▶ _Task goal_
Look through the entries and count each line that includes the string "absolute". Reply with the number alone.

== Task input ==

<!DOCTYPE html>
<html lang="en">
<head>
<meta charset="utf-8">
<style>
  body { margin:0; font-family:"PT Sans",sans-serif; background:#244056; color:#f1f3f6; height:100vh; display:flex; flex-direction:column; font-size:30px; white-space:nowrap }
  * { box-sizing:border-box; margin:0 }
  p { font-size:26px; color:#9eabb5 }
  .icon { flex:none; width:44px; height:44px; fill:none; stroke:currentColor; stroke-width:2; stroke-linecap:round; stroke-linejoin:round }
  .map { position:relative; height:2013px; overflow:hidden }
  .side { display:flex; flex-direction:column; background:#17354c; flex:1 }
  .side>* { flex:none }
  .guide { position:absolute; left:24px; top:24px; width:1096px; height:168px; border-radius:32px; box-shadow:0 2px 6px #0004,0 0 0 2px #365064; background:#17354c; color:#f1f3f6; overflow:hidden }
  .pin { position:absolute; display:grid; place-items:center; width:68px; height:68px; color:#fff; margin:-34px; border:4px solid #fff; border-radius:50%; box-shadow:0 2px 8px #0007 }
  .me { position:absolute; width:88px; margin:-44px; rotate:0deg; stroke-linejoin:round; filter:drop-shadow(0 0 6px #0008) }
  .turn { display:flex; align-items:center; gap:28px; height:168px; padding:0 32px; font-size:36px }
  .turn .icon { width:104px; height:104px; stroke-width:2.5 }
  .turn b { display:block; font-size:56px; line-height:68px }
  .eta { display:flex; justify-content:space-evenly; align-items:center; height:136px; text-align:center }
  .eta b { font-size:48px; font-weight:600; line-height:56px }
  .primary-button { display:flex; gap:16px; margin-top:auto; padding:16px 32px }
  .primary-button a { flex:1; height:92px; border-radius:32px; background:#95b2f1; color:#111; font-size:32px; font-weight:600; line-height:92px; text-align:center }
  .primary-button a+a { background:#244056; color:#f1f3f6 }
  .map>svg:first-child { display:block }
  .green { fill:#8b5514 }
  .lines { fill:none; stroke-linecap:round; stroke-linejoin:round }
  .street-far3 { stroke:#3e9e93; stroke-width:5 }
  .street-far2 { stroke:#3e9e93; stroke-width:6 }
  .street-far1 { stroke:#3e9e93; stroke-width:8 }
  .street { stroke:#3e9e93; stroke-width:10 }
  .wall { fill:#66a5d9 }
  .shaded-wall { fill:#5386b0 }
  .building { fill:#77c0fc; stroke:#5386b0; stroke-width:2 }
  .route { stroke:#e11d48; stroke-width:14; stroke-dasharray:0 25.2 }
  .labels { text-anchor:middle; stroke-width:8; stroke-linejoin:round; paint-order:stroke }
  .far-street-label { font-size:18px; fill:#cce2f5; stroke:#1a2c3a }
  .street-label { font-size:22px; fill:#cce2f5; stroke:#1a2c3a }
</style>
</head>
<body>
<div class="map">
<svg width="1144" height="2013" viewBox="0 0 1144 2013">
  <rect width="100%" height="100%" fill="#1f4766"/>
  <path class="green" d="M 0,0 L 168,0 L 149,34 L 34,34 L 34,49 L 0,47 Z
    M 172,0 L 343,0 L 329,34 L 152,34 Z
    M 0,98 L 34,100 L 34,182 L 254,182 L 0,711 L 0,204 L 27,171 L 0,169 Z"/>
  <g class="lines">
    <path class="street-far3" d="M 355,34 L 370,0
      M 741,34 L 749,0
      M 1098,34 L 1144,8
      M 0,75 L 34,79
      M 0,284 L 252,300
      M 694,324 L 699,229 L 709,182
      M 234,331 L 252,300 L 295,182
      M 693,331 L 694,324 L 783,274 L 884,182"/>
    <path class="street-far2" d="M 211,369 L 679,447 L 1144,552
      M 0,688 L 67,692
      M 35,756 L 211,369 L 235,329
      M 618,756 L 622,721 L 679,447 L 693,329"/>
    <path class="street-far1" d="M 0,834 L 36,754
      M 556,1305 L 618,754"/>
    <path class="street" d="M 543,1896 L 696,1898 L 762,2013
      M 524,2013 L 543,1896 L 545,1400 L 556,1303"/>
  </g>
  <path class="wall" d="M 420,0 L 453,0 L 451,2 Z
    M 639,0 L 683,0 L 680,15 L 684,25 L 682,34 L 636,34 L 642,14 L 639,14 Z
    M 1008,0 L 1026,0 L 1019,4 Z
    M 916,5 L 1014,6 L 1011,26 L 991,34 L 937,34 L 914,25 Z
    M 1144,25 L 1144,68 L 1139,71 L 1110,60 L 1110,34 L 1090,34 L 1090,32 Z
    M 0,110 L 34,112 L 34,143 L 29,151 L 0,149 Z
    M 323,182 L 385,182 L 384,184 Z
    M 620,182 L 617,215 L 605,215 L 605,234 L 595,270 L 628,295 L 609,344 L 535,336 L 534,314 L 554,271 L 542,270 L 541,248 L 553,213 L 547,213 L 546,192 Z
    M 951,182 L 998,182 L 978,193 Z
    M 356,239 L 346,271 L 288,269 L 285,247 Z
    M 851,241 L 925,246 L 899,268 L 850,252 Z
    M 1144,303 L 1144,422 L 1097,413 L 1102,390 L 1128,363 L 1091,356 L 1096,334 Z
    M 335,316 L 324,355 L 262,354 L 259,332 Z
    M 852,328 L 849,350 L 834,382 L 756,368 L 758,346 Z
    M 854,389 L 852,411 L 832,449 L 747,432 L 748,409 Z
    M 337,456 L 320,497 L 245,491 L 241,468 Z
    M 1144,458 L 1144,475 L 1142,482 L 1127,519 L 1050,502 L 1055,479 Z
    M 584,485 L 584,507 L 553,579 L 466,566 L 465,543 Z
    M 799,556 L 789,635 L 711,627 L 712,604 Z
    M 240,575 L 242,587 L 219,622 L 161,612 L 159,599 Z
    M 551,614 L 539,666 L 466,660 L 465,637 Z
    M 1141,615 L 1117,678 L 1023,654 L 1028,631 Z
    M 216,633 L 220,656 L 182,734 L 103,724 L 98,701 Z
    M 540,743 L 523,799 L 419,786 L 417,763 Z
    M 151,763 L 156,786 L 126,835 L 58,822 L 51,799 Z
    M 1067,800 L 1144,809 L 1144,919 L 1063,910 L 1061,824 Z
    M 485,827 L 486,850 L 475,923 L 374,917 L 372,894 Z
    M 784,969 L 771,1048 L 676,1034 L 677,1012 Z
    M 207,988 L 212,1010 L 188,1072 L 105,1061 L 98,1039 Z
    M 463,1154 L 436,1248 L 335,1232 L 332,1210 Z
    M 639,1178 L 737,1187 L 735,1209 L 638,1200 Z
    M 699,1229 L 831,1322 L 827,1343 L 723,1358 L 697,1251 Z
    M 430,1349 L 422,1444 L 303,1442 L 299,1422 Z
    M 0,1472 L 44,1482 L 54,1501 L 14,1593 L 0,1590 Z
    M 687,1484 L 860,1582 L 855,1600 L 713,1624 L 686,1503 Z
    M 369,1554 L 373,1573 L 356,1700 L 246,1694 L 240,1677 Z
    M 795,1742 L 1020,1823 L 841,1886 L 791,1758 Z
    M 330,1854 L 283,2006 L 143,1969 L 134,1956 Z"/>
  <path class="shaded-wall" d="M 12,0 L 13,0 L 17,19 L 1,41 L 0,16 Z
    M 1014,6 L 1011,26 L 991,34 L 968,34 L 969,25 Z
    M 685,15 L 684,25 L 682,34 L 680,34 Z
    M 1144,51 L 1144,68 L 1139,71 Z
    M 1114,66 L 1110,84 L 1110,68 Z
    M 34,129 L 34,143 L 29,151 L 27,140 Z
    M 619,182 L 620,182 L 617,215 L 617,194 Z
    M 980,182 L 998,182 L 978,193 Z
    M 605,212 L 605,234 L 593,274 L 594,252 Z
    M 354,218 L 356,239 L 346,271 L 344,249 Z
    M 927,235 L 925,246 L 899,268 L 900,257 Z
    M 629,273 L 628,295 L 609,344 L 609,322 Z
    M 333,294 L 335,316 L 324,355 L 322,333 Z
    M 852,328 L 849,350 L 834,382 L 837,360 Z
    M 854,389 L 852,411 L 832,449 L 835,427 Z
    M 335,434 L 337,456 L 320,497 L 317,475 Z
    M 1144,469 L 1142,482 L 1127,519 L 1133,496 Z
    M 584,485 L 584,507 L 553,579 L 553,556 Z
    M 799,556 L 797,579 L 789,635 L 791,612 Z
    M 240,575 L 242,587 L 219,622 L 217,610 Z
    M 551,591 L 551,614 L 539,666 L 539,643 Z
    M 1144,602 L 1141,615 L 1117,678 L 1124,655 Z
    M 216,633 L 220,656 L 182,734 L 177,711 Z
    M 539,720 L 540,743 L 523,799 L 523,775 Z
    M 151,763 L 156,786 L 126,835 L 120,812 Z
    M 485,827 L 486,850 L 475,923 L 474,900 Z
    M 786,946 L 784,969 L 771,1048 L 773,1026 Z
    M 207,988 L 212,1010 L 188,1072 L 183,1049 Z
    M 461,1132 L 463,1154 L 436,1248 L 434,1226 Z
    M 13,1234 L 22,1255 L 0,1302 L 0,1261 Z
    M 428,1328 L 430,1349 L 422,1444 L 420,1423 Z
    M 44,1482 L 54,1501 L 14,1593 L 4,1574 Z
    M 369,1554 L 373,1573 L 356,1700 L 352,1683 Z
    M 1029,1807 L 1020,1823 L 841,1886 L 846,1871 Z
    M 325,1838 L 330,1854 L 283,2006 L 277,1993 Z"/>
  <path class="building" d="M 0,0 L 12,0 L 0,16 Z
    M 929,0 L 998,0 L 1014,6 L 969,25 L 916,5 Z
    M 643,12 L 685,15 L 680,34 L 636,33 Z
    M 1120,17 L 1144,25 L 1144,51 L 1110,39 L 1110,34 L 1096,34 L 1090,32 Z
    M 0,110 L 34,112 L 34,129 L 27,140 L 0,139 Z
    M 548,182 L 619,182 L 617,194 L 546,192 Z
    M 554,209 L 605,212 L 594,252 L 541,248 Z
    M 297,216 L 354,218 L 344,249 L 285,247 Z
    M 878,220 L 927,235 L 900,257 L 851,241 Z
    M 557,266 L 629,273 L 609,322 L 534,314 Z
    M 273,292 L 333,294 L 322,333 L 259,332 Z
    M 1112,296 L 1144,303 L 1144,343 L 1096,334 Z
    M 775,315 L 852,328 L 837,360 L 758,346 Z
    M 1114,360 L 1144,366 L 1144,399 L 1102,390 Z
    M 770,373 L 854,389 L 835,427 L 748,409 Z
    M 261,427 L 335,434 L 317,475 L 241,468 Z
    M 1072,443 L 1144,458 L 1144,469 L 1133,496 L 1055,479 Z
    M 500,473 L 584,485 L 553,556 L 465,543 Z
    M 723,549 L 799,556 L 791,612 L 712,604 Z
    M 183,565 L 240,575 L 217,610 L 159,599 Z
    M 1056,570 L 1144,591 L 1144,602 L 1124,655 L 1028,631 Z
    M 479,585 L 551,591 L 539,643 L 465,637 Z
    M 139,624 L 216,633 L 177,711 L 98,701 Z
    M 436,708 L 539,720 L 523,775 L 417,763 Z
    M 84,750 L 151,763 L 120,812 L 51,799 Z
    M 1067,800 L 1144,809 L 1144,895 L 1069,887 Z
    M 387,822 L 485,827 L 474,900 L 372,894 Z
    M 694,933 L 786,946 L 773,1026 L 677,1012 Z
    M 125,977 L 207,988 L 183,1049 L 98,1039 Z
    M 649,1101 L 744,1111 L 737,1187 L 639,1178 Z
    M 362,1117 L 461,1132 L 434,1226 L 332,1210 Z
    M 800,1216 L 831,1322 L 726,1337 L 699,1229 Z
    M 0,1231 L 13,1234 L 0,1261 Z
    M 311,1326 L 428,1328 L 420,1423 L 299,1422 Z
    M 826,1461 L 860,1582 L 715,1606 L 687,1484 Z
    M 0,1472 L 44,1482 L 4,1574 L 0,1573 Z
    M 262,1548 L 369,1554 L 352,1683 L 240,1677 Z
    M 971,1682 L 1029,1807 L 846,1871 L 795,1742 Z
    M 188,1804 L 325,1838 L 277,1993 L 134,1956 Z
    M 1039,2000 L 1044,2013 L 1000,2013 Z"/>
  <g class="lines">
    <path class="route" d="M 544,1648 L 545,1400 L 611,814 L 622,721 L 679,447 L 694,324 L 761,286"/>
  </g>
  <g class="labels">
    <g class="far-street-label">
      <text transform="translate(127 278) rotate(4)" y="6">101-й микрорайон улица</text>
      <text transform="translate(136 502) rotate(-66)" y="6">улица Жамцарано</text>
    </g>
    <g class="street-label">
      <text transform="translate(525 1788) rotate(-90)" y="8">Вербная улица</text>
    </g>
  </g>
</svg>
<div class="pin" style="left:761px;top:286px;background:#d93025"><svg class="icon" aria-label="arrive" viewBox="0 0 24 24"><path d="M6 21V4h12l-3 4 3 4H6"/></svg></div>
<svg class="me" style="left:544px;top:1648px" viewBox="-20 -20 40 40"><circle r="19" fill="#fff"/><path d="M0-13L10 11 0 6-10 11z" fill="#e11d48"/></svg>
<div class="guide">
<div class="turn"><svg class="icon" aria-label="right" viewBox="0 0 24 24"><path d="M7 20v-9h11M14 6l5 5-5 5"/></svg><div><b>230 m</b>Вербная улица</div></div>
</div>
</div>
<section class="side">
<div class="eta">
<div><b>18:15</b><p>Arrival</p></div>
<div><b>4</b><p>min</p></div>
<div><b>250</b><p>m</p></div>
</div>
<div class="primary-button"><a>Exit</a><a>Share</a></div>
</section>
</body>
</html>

===

▶ _Exercise result_
3